W wakacje ubiegłego roku zakończyła się umowa dzierżawy, jaką gmina miała z wcześniejszym najemcą budynku, Zbigniewem Makarskim. Władze gminy nie przedłużyły tamtej dzierżawy, a na jesieni 2017 r. z propozycją poprowadzenia przychodni zgłosił się do wójta SP ZOZ w Międzyrzecu Podlaskim. W listopadzie na sesji rady koncepcję poprowadzenia przychodni w budynku ośrodka zdrowia przedstawiał Wiesław Zaniewicz, dyrektor SP ZOZ. – My chcemy tu stworzyć ośrodek z prawdziwego zdarzenia, więc oprócz lekarza rodzinnego i pediatry kilka razy w miesiącu, w zależności od potrzeb, przyjmowaliby specjaliści: ginekolog, neurolog czy rehabilitant.
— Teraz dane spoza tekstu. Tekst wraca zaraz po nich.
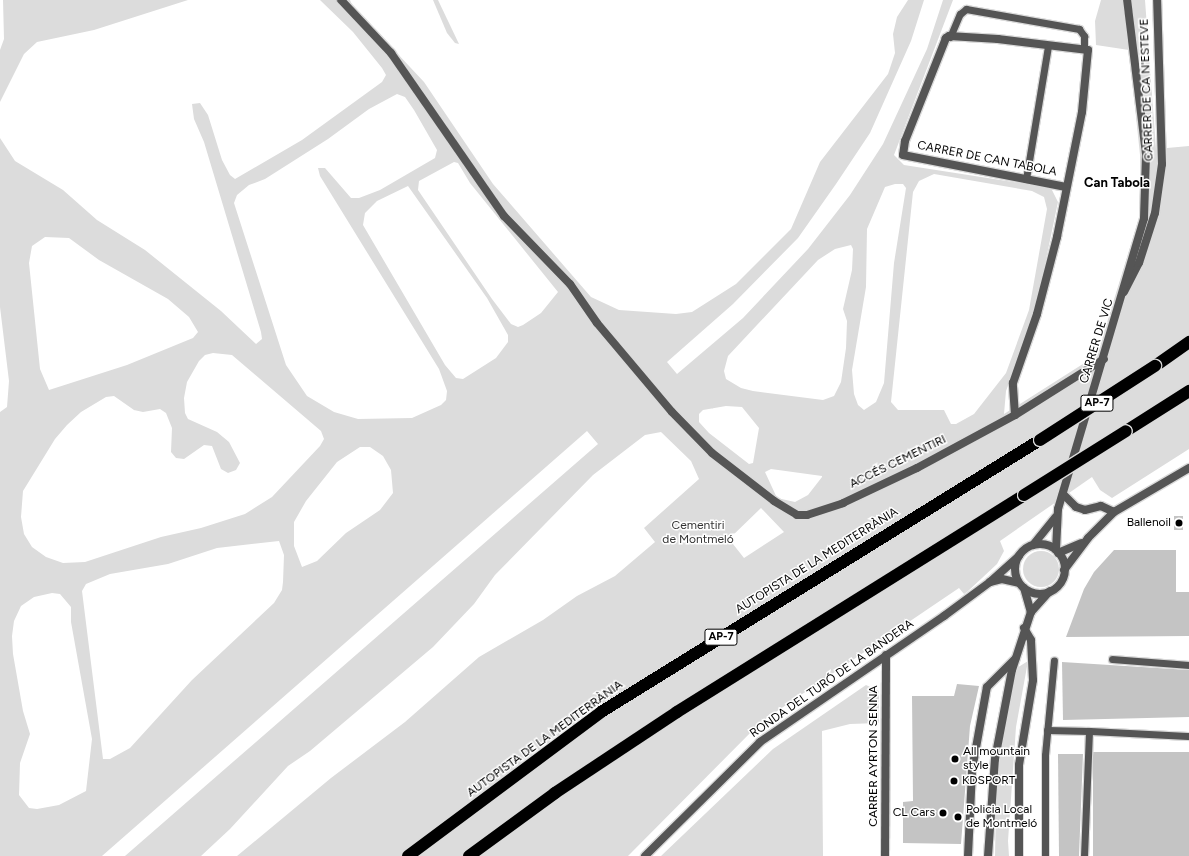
<!DOCTYPE html>
<meta charset="utf-8">
<style>
body{margin:0}
#map{position:relative;width:1189px;height:856px;overflow:hidden;background:#fff;font-family:Figtree,sans-serif}
div>[style]{position:absolute}
.green>*{inset:0;background:#dcdcdc}
.round{border-radius:50%}
.building>*{inset:0;background:#c4c4c4;transform-origin:0 0}
.roads{filter:drop-shadow(1px 0 #dbdbdb) drop-shadow(-1px 0 #dbdbdb) drop-shadow(0 1px #dbdbdb) drop-shadow(0 -1px #dbdbdb)}
.service>*{height:7px;margin:-3.5px;padding:0 3.5px;transform-origin:3.5px;border-radius:3.5px;background:#555}
.minor>*{height:8px;margin:-4px;padding:0 4px;transform-origin:4px;border-radius:4px;background:#555}
.tertiary>*{height:8px;margin:-4px;padding:0 4px;transform-origin:4px;border-radius:4px;background:#555}
.tertiary>.ring{margin:-4px;padding:0;box-sizing:content-box;background:none;border:8px solid #555;border-radius:50%}
.motorway>*{height:12px;margin:-6px;padding:0 6px;transform-origin:6px;border-radius:6px;background:#000}
.bridges{filter:drop-shadow(1px 0 #dbdbdb) drop-shadow(-1px 0 #dbdbdb) drop-shadow(0 1px #dbdbdb) drop-shadow(0 -1px #dbdbdb)}
.motorway-bridge>*{height:12px;margin:-6px;padding:0 6px;transform-origin:6px;border-radius:6px;background:#000}
.dots>*{width:11px;height:11px;translate:-50% -50%;box-sizing:border-box;border:2px solid #fff;border-radius:50%}
span{translate:-50% -50%;white-space:nowrap;text-align:center;line-height:1.15;-webkit-text-stroke:3px #fff;paint-order:stroke}
.shield-label span{padding:1px 3px;background:#fff;border:1px solid;border-radius:3px;-webkit-text-stroke-width:0}
.shield-label{font-size:11px;color:#000;font-weight:700}
.street-label{font-size:12px;color:#000}
.poi-label{font-size:12px;color:#000}
.right{translate:-100% -50%;text-align:right}
.left{translate:0 -50%;text-align:left}
.park-label{font-size:12px;color:#333}
.neighbourhood-label{font-size:13px;color:#000;font-weight:700}
</style>
<div id="map">
<div class="green">
<i style="clip-path:polygon(3px 0,188px 0,94px 30px,37px 42px,24px 54px,0 102px,0 50px,4px 39px)"></i>
<i style="clip-path:polygon(evenodd,320px 0,350px 0,352px 5px,424px 82px,493px 184px,591px 297px,619px 310px,676px 314px,692px 312px,736px 284px,791px 229px,820px 162px,888px 74px,895px 53px,893px 34px,897px 17px,908px 0,924px 0,911px 41px,870px 133px,836px 184px,798px 238px,733px 304px,667px 362px,677px 374px,743px 318px,808px 249px,850px 195px,883px 144px,927px 49px,943px 0,953px 0,894px 155px,904px 165px,1051px 188px,1058px 202px,1035px 312px,1006px 391px,1004px 414px,1097px 355px,1140px 215px,1140px 155px,1129px 50px,1096px 45px,1095px 21px,1101px 0,1145px 0,1156px 149px,1189px 146px,1189px 449px,1112px 498px,1100px 490px,1092px 477px,1000px 541px,1004px 551px,997px 564px,967px 592px,964px 594px,959px 588px,761px 722px,628px 856px,237px 856px,331px 778px,405px 722px,479px 657px,543px 620px,577px 596px,615px 576px,655px 542px,644px 528px,699px 479px,691px 461px,661px 432px,645px 435px,593px 475px,495px 575px,474px 604px,433px 647px,310px 751px,288px 766px,230px 829px,201px 856px,125px 856px,598px 444px,587px 431px,102px 856px,0 856px,0 412px,7px 407px,9px 381px,0 307px,0 138px,15px 161px,63px 190px,97px 220px,145px 250px,221px 311px,256px 344px,262px 339px,261px 332px,204px 142px,194px 119px,192px 104px,200px 103px,208px 115px,222px 160px,230px 175px,235px 179px,302px 140px,382px 82px,386px 75px,382px 68px,353px 32px,320px 0,397px 94px,405px 97px,414px 110px,437px 150px,435px 158px,380px 190px,359px 198px,351px 198px,325px 168px,318px 168px,320px 176px,439px 369px,447px 391px,446px 400px,441px 405px,412px 418px,358px 419px,334px 412px,307px 396px,286px 365px,234px 203px,237px 195px,249px 185px,265px 179px,328px 139px,369px 109px,397px 94px,320px 0,454px 162px,458px 163px,470px 183px,558px 292px,541px 313px,523px 325px,518px 327px,511px 324px,492px 299px,418px 190px,419px 181px,454px 162px,320px 0,934px 174px,1032px 191px,1044px 197px,1047px 209px,1029px 310px,1006px 373px,974px 414px,956px 424px,951px 424px,944px 410px,898px 410px,891px 402px,913px 192px,919px 181px,934px 174px,320px 0,895px 184px,903px 184px,906px 188px,894px 263px,884px 383px,876px 402px,864px 410px,858px 405px,854px 394px,852px 370px,866px 287px,867px 229px,885px 187px,895px 184px,320px 0,408px 186px,487px 298px,508px 335px,508px 342px,496px 358px,463px 379px,456px 378px,445px 365px,363px 225px,365px 213px,377px 201px,408px 186px,320px 0,45px 237px,69px 238px,99px 260px,168px 299px,189px 317px,198px 332px,193px 338px,127px 365px,49px 390px,40px 369px,29px 263px,32px 246px,45px 237px,320px 0,851px 245px,853px 249px,852px 270px,843px 309px,847px 321px,846px 348px,841px 382px,834px 396px,823px 400px,753px 391px,741px 388px,726px 379px,724px 371px,728px 356px,818px 260px,835px 249px,851px 245px,320px 0,213px 353px,232px 355px,321px 431px,324px 439px,320px 446px,272px 497px,245px 514px,201px 528px,161px 537px,85px 562px,63px 563px,46px 557px,32px 547px,24px 534px,21px 517px,23px 491px,55px 439px,67px 425px,81px 412px,106px 397px,114px 396px,134px 410px,143px 412px,160px 409px,166px 413px,172px 428px,171px 452px,176px 458px,184px 459px,204px 445px,212px 446px,221px 469px,228px 473px,236px 470px,240px 463px,229px 442px,217px 432px,188px 419px,185px 413px,184px 398px,187px 382px,199px 361px,205px 355px,213px 353px,320px 0,726px 406px,742px 407px,759px 428px,753px 463px,749px 464px,709px 433px,699px 422px,699px 414px,703px 410px,726px 406px,320px 0,360px 447px,370px 447px,383px 456px,391px 470px,393px 493px,380px 510px,346px 533px,317px 561px,302px 567px,294px 546px,294px 522px,306px 501px,337px 462px,360px 447px,320px 0,771px 469px,822px 476px,822px 477px,808px 495px,795px 502px,777px 498px,765px 472px,771px 469px,320px 0,761px 508px,784px 532px,744px 558px,729px 539px,761px 508px,320px 0,279px 541px,284px 555px,283px 582px,282px 590px,274px 603px,192px 680px,130px 748px,110px 759px,103px 759px,82px 591px,86px 584px,110px 574px,168px 564px,217px 548px,279px 541px,320px 0,52px 593px,60px 594px,71px 607px,71px 622px,92px 739px,86px 791px,59px 805px,37px 809px,29px 808px,19px 795px,20px 763px,30px 734px,23px 711px,13px 654px,12px 636px,14px 621px,21px 606px,34px 597px,52px 593px)"></i>
<i style="clip-path:polygon(433px 0,438px 0,459px 44px,455px 43px,447px 33px)"></i>
<i class="round" style="left:1023px;top:551px;width:36px;height:36px"></i>
<i style="clip-path:polygon(1028px 661px,1016px 727px,1008px 841px,1009px 856px,995px 856px,997px 754px,1015px 669px)"></i>
<i style="clip-path:polygon(866px 685px,879px 691px,879px 723px,850px 724px,822px 731px,823px 856px,661px 856px,773px 749px)"></i>
</div>
<div class="building">
<i style="left:1174px;top:516px;width:9px;height:14px"></i>
<i style="clip-path:polygon(1114px 550px,1176px 550px,1176px 592px,1189px 592px,1189px 636px,1066px 637px,1084px 589px,1094px 572px)"></i>
<i style="clip-path:polygon(1062px 662px,1189px 670px,1189px 717px,1063px 720px)"></i>
<i style="clip-path:polygon(957px 684px,979px 686px,970px 726px,961px 844px,903px 843px,903px 802px,913px 801px,912px 696px,954px 696px)"></i>
<i style="left:1189px;top:752px;width:104px;height:96px;rotate:90deg"></i>
<i style="clip-path:polygon(1058px 754px,1083px 754px,1079px 856px,1059px 856px)"></i>
</div>
<div class="roads">
<div class="service">
<i style="left:950px;top:37px;width:25px;rotate:-67deg"></i>
<i style="left:960px;top:14px;width:8px;rotate:-40deg"></i>
<i style="left:966px;top:9px;width:115px;rotate:10deg"></i>
<i style="left:1079px;top:29px;width:9px;rotate:54deg"></i>
<i style="left:1084px;top:36px;width:13px;rotate:90deg"></i>
<i style="left:1026px;top:179px;width:135px;rotate:-80.6deg"></i>
<i style="left:1112px;top:659px;width:77px;rotate:4.5deg"></i>
<i style="left:1047px;top:730px;width:42px;rotate:1.4deg"></i>
<i style="left:1045px;top:856px;width:101px;rotate:-90deg"></i>
<i style="left:1045px;top:755px;width:95px;rotate:-84.6deg"></i>
<i style="left:1084px;top:856px;width:125px;rotate:-87.7deg"></i>
<i style="left:1089px;top:731px;width:100px;rotate:2.9deg"></i>
</div>
<div class="minor">
<i style="left:341px;top:0;width:73px;rotate:46.7deg"></i>
<i style="left:391px;top:53px;width:198px;rotate:55.3deg"></i>
<i style="left:504px;top:216px;width:95px;rotate:45.9deg"></i>
<i style="left:570px;top:284px;width:47px;rotate:55.3deg"></i>
<i style="left:597px;top:323px;width:116px;rotate:49.9deg"></i>
<i style="left:672px;top:412px;width:57px;rotate:45.7deg"></i>
<i style="left:712px;top:453px;width:78px;rotate:37.7deg"></i>
<i style="left:774px;top:501px;width:27px;rotate:31deg"></i>
<i style="left:797px;top:515px;width:10px"></i>
<i style="left:807px;top:515px;width:38px;rotate:-18deg"></i>
<i style="left:843px;top:503px;width:82px;rotate:-25.3deg"></i>
<i style="left:917px;top:468px;width:111px;rotate:-28.4deg"></i>
<i style="left:1015px;top:415px;width:105px;rotate:-32.2deg"></i>
<i style="left:1124px;top:292px;width:33px;rotate:-63deg"></i>
<i style="left:1139px;top:263px;width:52px;rotate:-72.3deg"></i>
<i style="left:1155px;top:213px;width:49px;rotate:-81.9deg"></i>
<i style="left:1162px;top:164px;width:164px;rotate:-91.7deg"></i>
<i style="left:1015px;top:415px;width:32px;rotate:-94deg"></i>
<i style="left:1013px;top:383px;width:73px;rotate:-70.8deg"></i>
<i style="left:1037px;top:314px;width:80px;rotate:-75.4deg"></i>
<i style="left:1057px;top:237px;width:127px;rotate:-78.7deg"></i>
<i style="left:1082px;top:112px;width:62px;rotate:-84.5deg"></i>
<i style="left:1088px;top:50px;width:91px;rotate:-173deg"></i>
<i style="left:998px;top:39px;width:49px;rotate:-176.5deg"></i>
<i style="left:949px;top:36px;width:4px;rotate:146deg"></i>
<i style="left:946px;top:38px;width:111px;rotate:111.7deg"></i>
<i style="left:905px;top:141px;width:14px;rotate:98deg"></i>
<i style="left:903px;top:155px;width:166px;rotate:11.1deg"></i>
<i style="left:1063px;top:494px;width:18px;rotate:45deg"></i>
<i style="left:1076px;top:507px;width:9px;rotate:18deg"></i>
<i style="left:1085px;top:510px;width:16px;rotate:-14deg"></i>
<i style="left:1101px;top:506px;width:14px;rotate:25deg"></i>
<i style="left:1058px;top:553px;width:25px;rotate:-23deg"></i>
<i style="left:1064px;top:570px;width:40px;rotate:-53deg"></i>
<i style="left:1088px;top:538px;width:37px;rotate:-45deg"></i>
<i style="left:1114px;top:512px;width:87px;rotate:-30.4deg"></i>
<i style="left:990px;top:582px;width:12px;rotate:-14deg"></i>
<i style="left:1002px;top:579px;width:17px;rotate:13deg"></i>
<i style="left:645px;top:856px;width:162px;rotate:-44.7deg"></i>
<i style="left:760px;top:742px;width:223px;rotate:-34.4deg"></i>
<i style="left:944px;top:616px;width:57px;rotate:-36.5deg"></i>
<i style="left:990px;top:582px;width:39px;rotate:-42deg"></i>
<i style="left:885px;top:856px;width:201px;rotate:-89.7deg"></i>
<i style="left:968px;top:856px;width:86px;rotate:-87.3deg"></i>
<i style="left:972px;top:770px;width:84px;rotate:-79.8deg"></i>
<i style="left:987px;top:687px;width:40px;rotate:-45deg"></i>
<i style="left:1019px;top:856px;width:91px;rotate:-90deg"></i>
<i style="left:1019px;top:765px;width:86px;rotate:-80.6deg"></i>
<i style="left:1033px;top:680px;width:40px;rotate:-92.9deg"></i>
<i style="left:1031px;top:640px;width:14px;rotate:-120deg"></i>
</div>
<div class="tertiary">
<i class="ring" style="left:1015px;top:544px;width:42px;height:42px"></i>
<i style="left:1033px;top:545px;width:36px;rotate:-51deg"></i>
<i style="left:1056px;top:550px;width:41px;rotate:-87.2deg"></i>
<i style="left:1058px;top:509px;width:303px;rotate:-73.5deg"></i>
<i style="left:1144px;top:218px;width:64px;rotate:-88.2deg"></i>
<i style="left:1146px;top:154px;width:155px;rotate:-97deg"></i>
<i style="left:1024px;top:588px;width:25px;rotate:74deg"></i>
<i style="left:988px;top:856px;width:97px;rotate:-85.9deg"></i>
<i style="left:995px;top:759px;width:91px;rotate:-79.2deg"></i>
<i style="left:1012px;top:670px;width:61px;rotate:-71.9deg"></i>
<i style="left:1031px;top:612px;width:28px;rotate:-48deg"></i>
</div>
<div class="motorway">
<i style="left:1155px;top:366px;width:42px;rotate:-35.2deg"></i>
<i style="left:1126px;top:431px;width:75px;rotate:-32.4deg"></i>
<i style="left:408px;top:856px;width:241px;rotate:-36.7deg"></i>
<i style="left:601px;top:712px;width:516px;rotate:-31.78deg"></i>
<i style="left:469px;top:856px;width:107px;rotate:-36.2deg"></i>
<i style="left:555px;top:793px;width:146px;rotate:-33.6deg"></i>
<i style="left:677px;top:712px;width:409px;rotate:-32deg"></i>
</div>
</div>
<div class="bridges">
<div class="motorway-bridge">
<i style="left:1040px;top:440px;width:137px;rotate:-32.8deg"></i>
<i style="left:1024px;top:495px;width:120px;rotate:-32.1deg"></i>
</div>
</div>
<div class="dots">
<i style="left:1179px;top:523px;background:#000"></i>
<i style="left:955px;top:759px;background:#000"></i>
<i style="left:954px;top:781px;background:#000"></i>
<i style="left:943px;top:813px;background:#000"></i>
<i style="left:958px;top:817px;background:#000"></i>
</div>
<div class="shield-label">
<span style="left:1097px;top:403px">AP-7</span>
<span style="left:721px;top:637px">AP-7</span>
</div>
<div class="street-label">
<span style="left:1147px;top:90px;rotate:-92deg">CARRER DE CA N'ESTEVE</span>
<span style="left:987px;top:159px;rotate:11deg">CARRER DE CAN TABOLA</span>
<span style="left:1097px;top:341px;rotate:-73deg">CARRER DE VIC</span>
<span style="left:898px;top:462px;rotate:-26deg">ACCÉS CEMENTIRI</span>
<span style="left:817px;top:561px;rotate:-32deg">AUTOPISTA DE LA MEDITERRÀNIA</span>
<span style="left:832px;top:679px;rotate:-35deg">RONDA DEL TURÓ DE LA BANDERA</span>
<span style="left:545px;top:739px;rotate:-36deg">AUTOPISTA DE LA MEDITERRÀNIA</span>
<span style="left:874px;top:756px;rotate:-90deg">CARRER AYRTON SENNA</span>
</div>
<div class="poi-label">
<span class="right" style="left:1171px;top:523px">Ballenoil</span>
<span class="left" style="left:963px;top:759px">All mountain<br>style</span>
<span class="left" style="left:962px;top:781px">KDSPORT</span>
<span class="left" style="left:966px;top:817px">Policia Local<br>de Montmeló</span>
<span class="right" style="left:935px;top:813px">CL Cars</span>
</div>
<div class="park-label">
<span style="left:698px;top:533px">Cementiri<br>de Montmeló</span>
</div>
<div class="neighbourhood-label">
<span style="left:1117px;top:183px">Can Tabola</span>
</div>
</div>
Poza tym, ponieważ szpital ma własne laboratorium, zlecone w ośrodku badania profilaktyczne byłyby bezpłatne, bo wykonujemy je sami – mówił Zaniewicz. – Ponieważ na parterze jest za mało miejsca, by sprostać wymogom stawianym przez ministerstwo, dla potrzeb przychodni zajęlibyśmy też trzy pomieszczenia na piętrze
Terminy się przesuwają
Pierwotnie padły deklaracje, że ośrodek mógłby zacząć funkcjonować nawet w marcu. Tak zapowiadano po wstępnym rekonesansie. Minął jednak marzec, przyszły wakacje, a przychodnia nie działa. Zaniepokojeni sytuacją radni dopytują więc wójta, co się dzieje. – W sierpniu gabinety miał być gotowe, a nic się nie dzieje w tym budynku? Były zapowiedzi szybkiego otwarcia, wprowadzenia specjalistów, a przychodni nie ma. Chcielibyśmy wiedzieć, co się dzieje? – dopytywał radny Wacław Sójka.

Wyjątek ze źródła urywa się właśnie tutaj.